In software development over processing is caused by designing and building more complex applications than users require. For example: rebuilding an application on a new platform when the old platform could have been upgraded for a much lower cost, using a complex middleware product that causes a lot of extra work or building an ideal server platform that can cater for far more users than you expect to have any time soon.
Over engineering is common in traditional software development because design is done upfront by a software architecture team when the requirements are over stated, the solution is uncertain and the costs are unknown. As a result traditional software architects often design big, complex solutions using the latest technology with little consideration of the cost.
In IT Operations over processing occurs when you give customers more than they need sooner than they need it. For example: setting up a new employees PC two weeks before they start or getting new servers into production in one week when most projects won’t use them for two weeks. This happens very rarely.
In Lean manufacturing you minimize over processing by developing acceptance criteria that customer’s value and standard operating procedures to meet them with the minimum time and effort possible.

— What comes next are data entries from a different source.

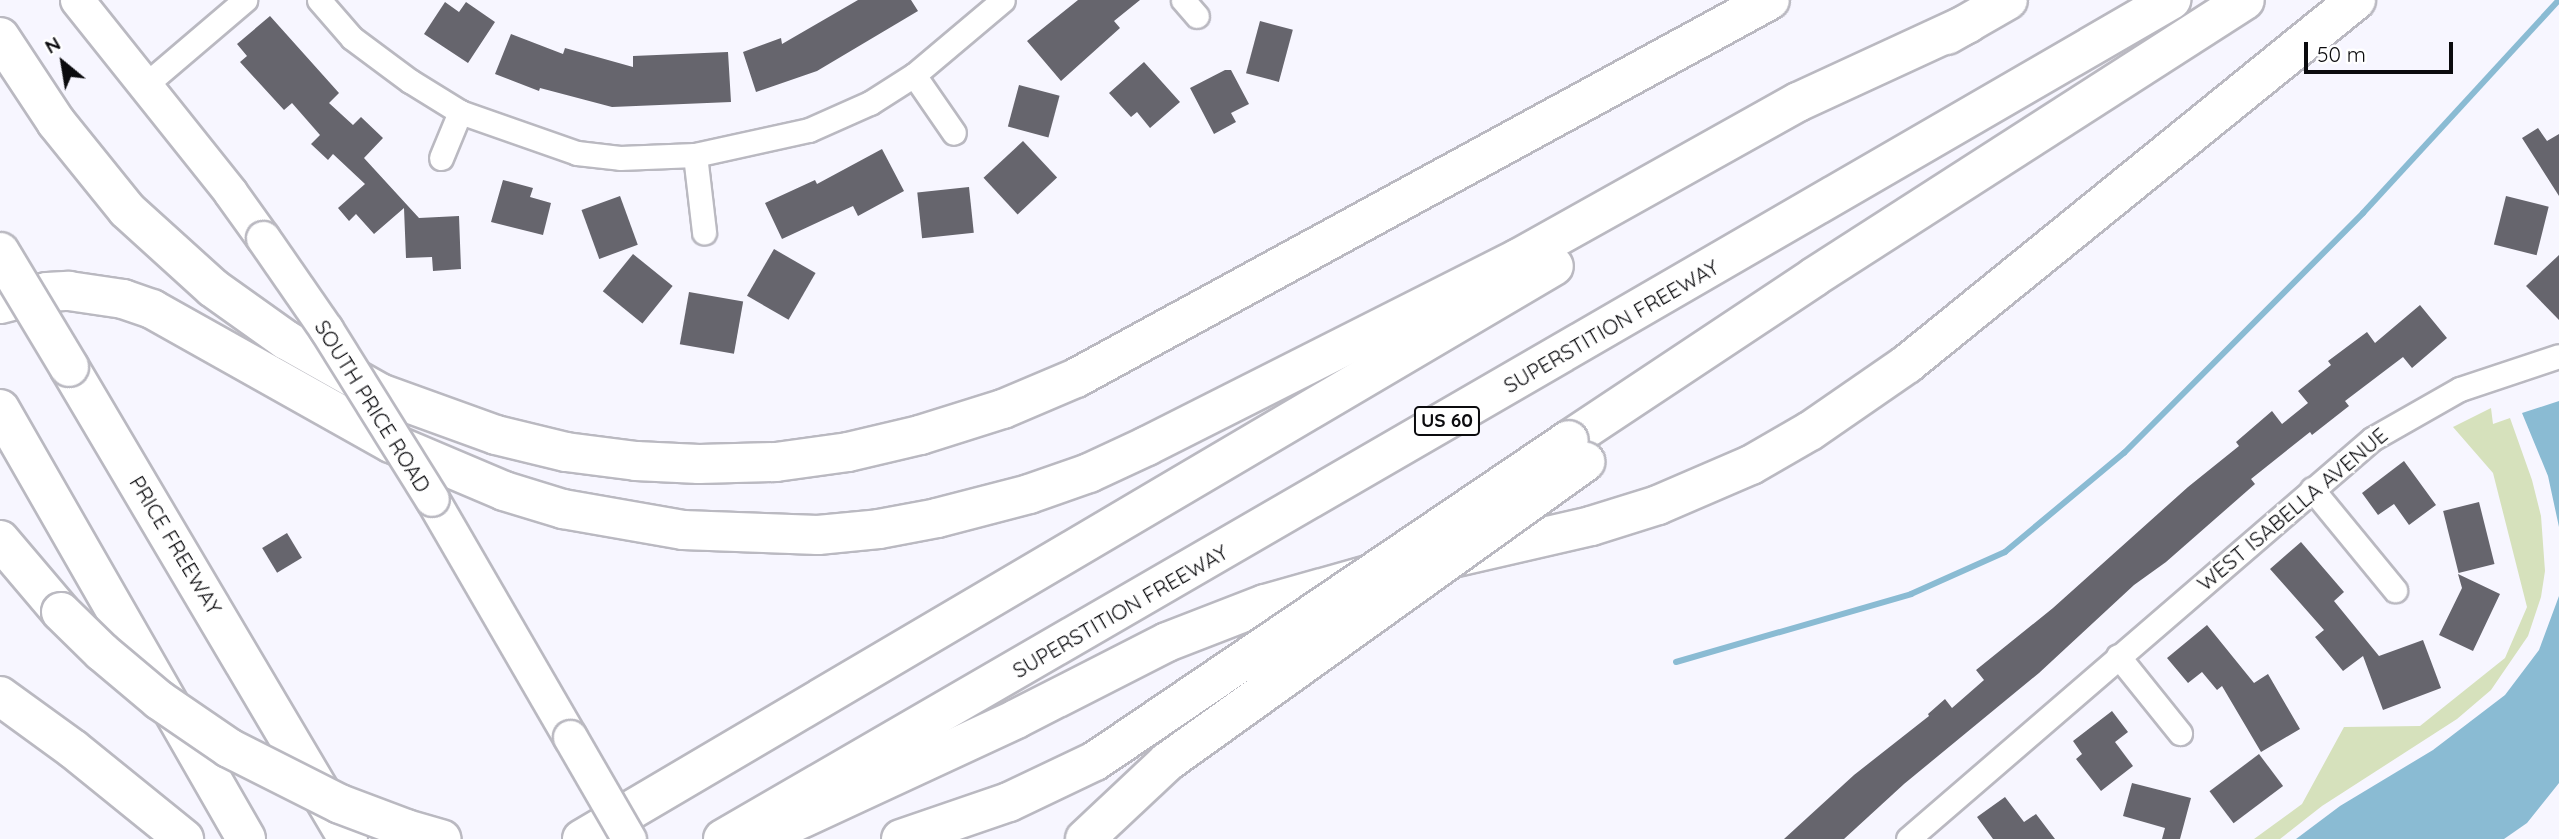 <!DOCTYPE html>
<style>
body{margin:0}
#map{position:relative;width:2559px;height:839px;overflow:hidden;background:#f7f6ff;font-family:Quicksand,sans-serif}
div>[style]{position:absolute}
.green>*{inset:0;background:#d6e1bc}
.water>*{inset:0;background:#8abbd3}
.stream>*{height:6px;margin:-3px;padding:0 3px;transform-origin:3px;border-radius:3px;background:#8abbd3}
.building>*{inset:0;background:#66656d;transform-origin:0 0}
.roads{filter:drop-shadow(2px 0 #bab9c1) drop-shadow(-2px 0 #bab9c1) drop-shadow(0 2px #bab9c1) drop-shadow(0 -2px #bab9c1)}
.minor>*{height:23px;margin:-11.5px;padding:0 11.5px;transform-origin:11.5px;border-radius:11.5px;background:#fff}
.secondary>*{height:33px;margin:-16.5px;padding:0 16.5px;transform-origin:16.5px;border-radius:16.5px;background:#fff}
.motorway>*{height:38px;margin:-19px;padding:0 19px;transform-origin:19px;border-radius:19px;background:#fff}
.bridges{filter:drop-shadow(2px 0 #bab9c1) drop-shadow(-2px 0 #bab9c1) drop-shadow(0 2px #bab9c1) drop-shadow(0 -2px #bab9c1)}
.secondary-bridge>*{height:33px;margin:-16.5px;padding:0 16.5px;transform-origin:16.5px;border-radius:16.5px;background:#fff}
.motorway-bridge>*{height:38px;margin:-19px;padding:0 19px;transform-origin:19px;border-radius:19px;background:#fff}
span{translate:-50% -50%;white-space:nowrap;text-align:center;line-height:1.15;-webkit-text-stroke:5px #fff;paint-order:stroke}
.shield-label span{padding:2px 5px;background:#fff;border:2px solid;border-radius:5px;-webkit-text-stroke-width:0}
.shield-label{font-size:19px;color:#0b0b0e;font-weight:700}
.street-label{font-size:21px;color:#0b0b0e}
.north{position:absolute;left:28px;top:28px;width:70px;height:70px;-webkit-text-stroke:5px #fff;paint-order:stroke;rotate:330deg;font-size:19px;font-weight:700;line-height:28px;text-align:center;color:#0b0b0e}
.north::after{content:'';display:block;margin:auto;width:24px;height:32px;background:#0b0b0e;clip-path:polygon(50% 0,100% 100%,50% 72%,0 100%)}
.scale{position:absolute;left:2304px;top:42px;width:149px;height:32px;box-sizing:border-box;border:4px solid #0b0b0e;border-top:0;padding-left:9px;font-size:21px;line-height:24px;white-space:nowrap;color:#0b0b0e;-webkit-text-stroke:5px #fff;paint-order:stroke}
</style>
<div id="map">
<div class="green">
<i style="clip-path:polygon(2491px 408px,2493px 424px,2510px 418px,2532px 480px,2541px 516px,2545px 571px,2541px 597px,2528px 636px,2491px 690px,2457px 719px,2322px 806px,2280px 839px,2254px 839px,2302px 804px,2344px 727px,2420px 726px,2505px 658px,2527px 607px,2493px 473px,2453px 427px)"></i>
</div>
<div class="water">
<i style="clip-path:polygon(2559px 401px,2559px 527px,2548px 476px,2522px 413px)"></i>
<i style="clip-path:polygon(2559px 596px,2559px 783px,2527px 823px,2504px 839px,2296px 839px,2340px 806px,2433px 750px,2505px 695px,2539px 650px)"></i>
</div>
<div class="stream">
<i style="left:1676px;top:662px;width:245px;rotate:-16.1deg"></i>
<i style="left:1911px;top:594px;width:103px;rotate:-24.1deg"></i>
<i style="left:2005px;top:552px;width:155px;rotate:-39.8deg"></i>
<i style="left:2124px;top:453px;width:339px;rotate:-45.1deg"></i>
<i style="left:2363px;top:213px;width:289px;rotate:-47.4deg"></i>
</div>
<div class="building">
<i style="clip-path:polygon(858px 0,911px 0,918px 11px,817px 71px,756px 92px,743px 52px,781px 38px,782px 44px)"></i>
<i style="clip-path:polygon(1078px 0,1140px 0,1114px 21px,1120px 28px,1061px 81px,1027px 41px)"></i>
<i style="clip-path:polygon(445px 2px,459px 12px,466px 2px,495px 22px,468px 63px,424px 34px)"></i>
<i style="clip-path:polygon(270px 16px,339px 93px,329px 103px,353px 125px,361px 117px,383px 138px,364px 158px,419px 218px,459px 216px,461px 269px,433px 271px,432px 257px,406px 258px,404px 208px,374px 234px,356px 214px,349px 221px,338px 208px,365px 184px,333px 154px,328px 160px,311px 144px,320px 135px,292px 103px,284px 110px,240px 62px,247px 56px,237px 44px)"></i>
<i style="left:1260px;top:21px;width:34px;height:54px;rotate:15deg"></i>
<i style="clip-path:polygon(511px 34px,563px 54px,565px 48px,633px 67px,633px 56px,728px 52px,731px 102px,612px 107px,540px 88px,539px 91px,495px 74px)"></i>
<i style="clip-path:polygon(1144px 62px,1180px 102px,1150px 128px,1137px 112px,1131px 117px,1109px 93px)"></i>
<i style="clip-path:polygon(1225px 70px,1231px 70px,1249px 104px,1231px 113px,1236px 122px,1214px 134px,1190px 88px)"></i>
<i style="left:1019px;top:85px;width:42px;height:43px;rotate:15deg"></i>
<i style="clip-path:polygon(2538px 128px,2547px 141px,2559px 134px,2559px 196px,2522px 138px)"></i>
<i style="left:1023px;top:141px;width:50px;height:54px;rotate:47deg"></i>
<i style="clip-path:polygon(882px 149px,904px 191px,858px 216px,853px 206px,782px 239px,765px 203px,815px 180px,817px 184px)"></i>
<i style="clip-path:polygon(503px 180px,533px 188px,530px 197px,551px 203px,543px 235px,491px 222px)"></i>
<i style="left:969px;top:187px;width:46px;height:52px;rotate:84deg"></i>
<i style="left:620px;top:196px;width:52px;height:41px;rotate:70deg"></i>
<i style="left:2506px;top:196px;width:44px;height:50px;rotate:14deg"></i>
<i style="left:774px;top:249px;width:48px;height:54px;rotate:30deg"></i>
<i style="left:633px;top:254px;width:51px;height:48px;rotate:39deg"></i>
<i style="clip-path:polygon(2559px 255px,2559px 320px,2526px 286px)"></i>
<i style="left:689px;top:292px;width:55px;height:53px;rotate:10deg"></i>
<i style="clip-path:polygon(2420px 305px,2447px 338px,2412px 368px,2403px 357px,2345px 401px,2349px 406px,2312px 435px,2310px 432px,2251px 479px,2255px 484px,2166px 562px,2134px 585px,2039px 673px,1904px 784px,1844px 839px,1784px 839px,1854px 775px,1929px 716px,1928px 714px,1945px 699px,1952px 708px,1984px 680px,1976px 670px,2053px 608px,2188px 487px,2239px 446px,2236px 442px,2272px 411px,2282px 424px,2308px 403px,2298px 391px,2331px 365px,2328px 361px,2367px 332px,2375px 343px)"></i>
<i style="clip-path:polygon(2404px 461px,2436px 505px,2409px 525px,2394px 504px,2378px 515px,2362px 493px)"></i>
<i style="left:2479px;top:502px;width:64px;height:37px;rotate:76deg"></i>
<i style="left:287px;top:533px;width:29px;height:29px;rotate:59deg"></i>
<i style="clip-path:polygon(2301px 542px,2344px 592px,2334px 601px,2379px 656px,2423px 640px,2441px 688px,2383px 710px,2363px 656px,2343px 671px,2315px 637px,2324px 630px,2270px 569px)"></i>
<i style="clip-path:polygon(2458px 574px,2500px 594px,2473px 651px,2439px 635px,2462px 588px)"></i>
<i style="clip-path:polygon(2207px 625px,2254px 683px,2268px 674px,2300px 729px,2261px 752px,2222px 686px,2217px 690px,2202px 672px,2188px 683px,2167px 658px)"></i>
<i style="clip-path:polygon(2112px 711px,2128px 732px,2115px 742px,2133px 766px,2101px 791px,2076px 759px,2082px 754px,2073px 741px)"></i>
<i style="left:2259px;top:754px;width:40px;height:62px;rotate:53deg"></i>
<i style="clip-path:polygon(2132px 783px,2191px 798px,2180px 839px,2162px 839px,2165px 828px,2123px 816px)"></i>
<i style="clip-path:polygon(2005px 797px,2024px 822px,2036px 814px,2055px 839px,1993px 839px,1977px 817px)"></i>
</div>
<div class="roads">
<div class="minor">
<i style="left:319px;top:0;width:50px;rotate:49deg"></i>
<i style="left:352px;top:38px;width:72px;rotate:36.6deg"></i>
<i style="left:410px;top:81px;width:59px;rotate:31.8deg"></i>
<i style="left:460px;top:112px;width:124px;rotate:19.3deg"></i>
<i style="left:577px;top:153px;width:43px;rotate:6.6deg"></i>
<i style="left:620px;top:158px;width:75px;rotate:-2.3deg"></i>
<i style="left:695px;top:155px;width:117px;rotate:-12.4deg"></i>
<i style="left:809px;top:130px;width:67px;rotate:-23.9deg"></i>
<i style="left:870px;top:103px;width:52px;rotate:-32.5deg"></i>
<i style="left:914px;top:75px;width:116px;rotate:-40.1deg"></i>
<i style="left:1183px;top:0;width:21px;rotate:49deg"></i>
<i style="left:914px;top:75px;width:70px;rotate:55.4deg"></i>
<i style="left:144px;top:86px;width:133px;rotate:-40.4deg"></i>
<i style="left:695px;top:155px;width:78px;rotate:83.3deg"></i>
<i style="left:441px;top:158px;width:50px;rotate:-67.6deg"></i>
<i style="left:2312px;top:489px;width:131px;rotate:50.6deg"></i>
<i style="left:2118px;top:656px;width:99px;rotate:51.2deg"></i>
<i style="left:1908px;top:839px;width:613px;rotate:-40.76deg"></i>
<i style="left:2372px;top:439px;width:101px;rotate:-29.6deg"></i>
<i style="left:2460px;top:389px;width:104px;rotate:-18.4deg"></i>
</div>
<div class="secondary">
<i style="left:77px;top:0;width:246px;rotate:51.4deg"></i>
<i style="left:230px;top:192px;width:57px;rotate:54.3deg"></i>
<i style="left:432px;top:499px;width:275px;rotate:59.9deg"></i>
</div>
<div class="motorway">
<i style="left:1947px;top:35px;width:70px;rotate:-29.8deg"></i>
<i style="left:0;top:37px;width:102px;rotate:56.6deg"></i>
<i style="left:56px;top:122px;width:113px;rotate:51.1deg"></i>
<i style="left:127px;top:210px;width:116px;rotate:42.2deg"></i>
<i style="left:213px;top:288px;width:90px;rotate:35.5deg"></i>
<i style="left:286px;top:340px;width:108px;rotate:29.4deg"></i>
<i style="left:380px;top:393px;width:123px;rotate:19.9deg"></i>
<i style="left:496px;top:435px;width:72px;rotate:13.7deg"></i>
<i style="left:566px;top:452px;width:71px;rotate:7.3deg"></i>
<i style="left:636px;top:461px;width:63px;rotate:2.7deg"></i>
<i style="left:699px;top:464px;width:77px;rotate:-1.5deg"></i>
<i style="left:776px;top:462px;width:73px;rotate:-7.9deg"></i>
<i style="left:848px;top:452px;width:74px;rotate:-13.3deg"></i>
<i style="left:920px;top:435px;width:87px;rotate:-17.4deg"></i>
<i style="left:1003px;top:409px;width:79px;rotate:-23deg"></i>
<i style="left:1076px;top:378px;width:790px;rotate:-28.58deg"></i>
<i style="left:0;top:304px;width:49px;rotate:-14.3deg"></i>
<i style="left:47px;top:292px;width:22px;rotate:-3deg"></i>
<i style="left:69px;top:291px;width:55px;rotate:8.4deg"></i>
<i style="left:123px;top:299px;width:31px;rotate:19deg"></i>
<i style="left:152px;top:309px;width:274px;rotate:29.3deg"></i>
<i style="left:391px;top:443px;width:123px;rotate:23deg"></i>
<i style="left:504px;top:491px;width:62px;rotate:17deg"></i>
<i style="left:563px;top:509px;width:122px;rotate:9.9deg"></i>
<i style="left:683px;top:530px;width:135px;rotate:2.1deg"></i>
<i style="left:818px;top:535px;width:61px;rotate:-5.6deg"></i>
<i style="left:879px;top:529px;width:59px;rotate:-10.7deg"></i>
<i style="left:937px;top:518px;width:95px;rotate:-14.6deg"></i>
<i style="left:1029px;top:494px;width:64px;rotate:-19.3deg"></i>
<i style="left:1089px;top:473px;width:64px;rotate:-25deg"></i>
<i style="left:1147px;top:446px;width:415px;rotate:-26.8deg"></i>
<i style="left:1517px;top:259px;width:322px;rotate:-29.2deg"></i>
<i style="left:1798px;top:102px;width:188px;rotate:-24.8deg"></i>
<i style="left:69px;top:367px;width:548px;rotate:59.41deg"></i>
<i style="left:0;top:409px;width:495px;rotate:60.2deg"></i>
<i style="left:1569px;top:440px;width:294px;rotate:-33.6deg"></i>
<i style="left:1814px;top:277px;width:512px;rotate:-32.73deg"></i>
<i style="left:0;top:540px;width:94px;rotate:49.7deg"></i>
<i style="left:1448px;top:559px;width:147px;rotate:-13deg"></i>
<i style="left:1591px;top:526px;width:70px;rotate:-17.4deg"></i>
<i style="left:1658px;top:505px;width:101px;rotate:-23.3deg"></i>
<i style="left:1751px;top:465px;width:68px;rotate:-30deg"></i>
<i style="left:1810px;top:431px;width:118px;rotate:-34.6deg"></i>
<i style="left:1907px;top:364px;width:578px;rotate:-39.03deg"></i>
<i style="left:0;top:696px;width:90px;rotate:36deg"></i>
<i style="left:73px;top:749px;width:143px;rotate:39deg"></i>
<i style="left:582px;top:839px;width:1128px;rotate:-30.52deg"></i>
<i style="left:723px;top:839px;width:1674px;rotate:-30.09deg"></i>
<i style="left:758px;top:839px;width:285px;rotate:-24.9deg"></i>
<i style="left:1016px;top:719px;width:169px;rotate:-27deg"></i>
<i style="left:1167px;top:642px;width:105px;rotate:-21.2deg"></i>
<i style="left:1265px;top:604px;width:107px;rotate:-15.7deg"></i>
</div>
</div>
<div class="bridges">
<div class="secondary-bridge">
<i style="left:263px;top:238px;width:111px;rotate:55.3deg"></i>
<i style="left:326px;top:329px;width:200px;rotate:58.1deg"></i>
<i style="left:570px;top:737px;width:118px;rotate:60deg"></i>
</div>
<div class="motorway-bridge">
<i style="left:0;top:252px;width:134px;rotate:59deg"></i>
<i style="left:61px;top:612px;width:57px;rotate:44.3deg"></i>
<i style="left:102px;top:652px;width:75px;rotate:40.1deg"></i>
<i style="left:159px;top:700px;width:85px;rotate:34.4deg"></i>
<i style="left:229px;top:748px;width:124px;rotate:26.8deg"></i>
<i style="left:340px;top:804px;width:71px;rotate:20.7deg"></i>
<i style="left:406px;top:829px;width:37px;rotate:16deg"></i>
<i style="left:901px;top:839px;width:114px;rotate:-18.9deg"></i>
<i style="left:1009px;top:802px;width:95px;rotate:-25.5deg"></i>
<i style="left:1095px;top:761px;width:572px;rotate:-34.11deg"></i>
<i style="left:1085px;top:839px;width:112px;rotate:-43.2deg"></i>
<i style="left:1167px;top:762px;width:515px;rotate:-35.67deg"></i>
</div>
</div>
<div class="shield-label">
<span style="left:1447px;top:421px">US 60</span>
</div>
<div class="street-label">
<span style="left:1611px;top:326px;rotate:-30deg">SUPERSTITION FREEWAY</span>
<span style="left:373px;top:406px;rotate:58deg">SOUTH PRICE ROAD</span>
<span style="left:2292px;top:509px;rotate:-40deg">WEST ISABELLA AVENUE</span>
<span style="left:176px;top:545px;rotate:59deg">PRICE FREEWAY</span>
<span style="left:1120px;top:611px;rotate:-30deg">SUPERSTITION FREEWAY</span>
</div>
<div class="north">N</div>
<div class="scale">50 m</div>
</div>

In software development we can minimize over engineering by moving from big design up front to continuous just in time design that evolves as we learn what we really need to build. We do this making design a role within a cross functional team that develops software from beginning to end in small batches with a short cycle time and a lot of feedback from users. This aligns well with the Agile principle that “Simplicity–the art of maximizing the amount of work not done–is essential”.
In IT Operations we can minimize over processing by asking users what they need and then developing standard services with standard processes and end to measures of customer value to meet those needs. Anything that doesn’t add value to users can be taken out of the process.
Unfortunately many traditional IT Departments apply Lean Principles in a way that cuts IT costs locally at the expense of customer value. For example it’s common for Contract Managers to outsource IT services on a long term contract to the IT provider that promises to meet service level agreements (not user needs) for IT transactions (not end to end services) at the lowest cost (not highest value). To minimize their costs commodity service providers typically apply strict operating procedures that push as much responsibility for the work as possible onto users and other teams. Then they reduce labor costs as much as possible by reducing the team size and skill and sending the work offshore until they just barely meet the minimum transaction requirements. In these arrangements it’s common for new employees to find that they can’t get a PC or login until weeks after they’ve started and for it to take 12 weeks to get a firewall rule changed and 12 months to get new servers in production. This approach is not recommended because it substantially reduces the value of IT to the organization.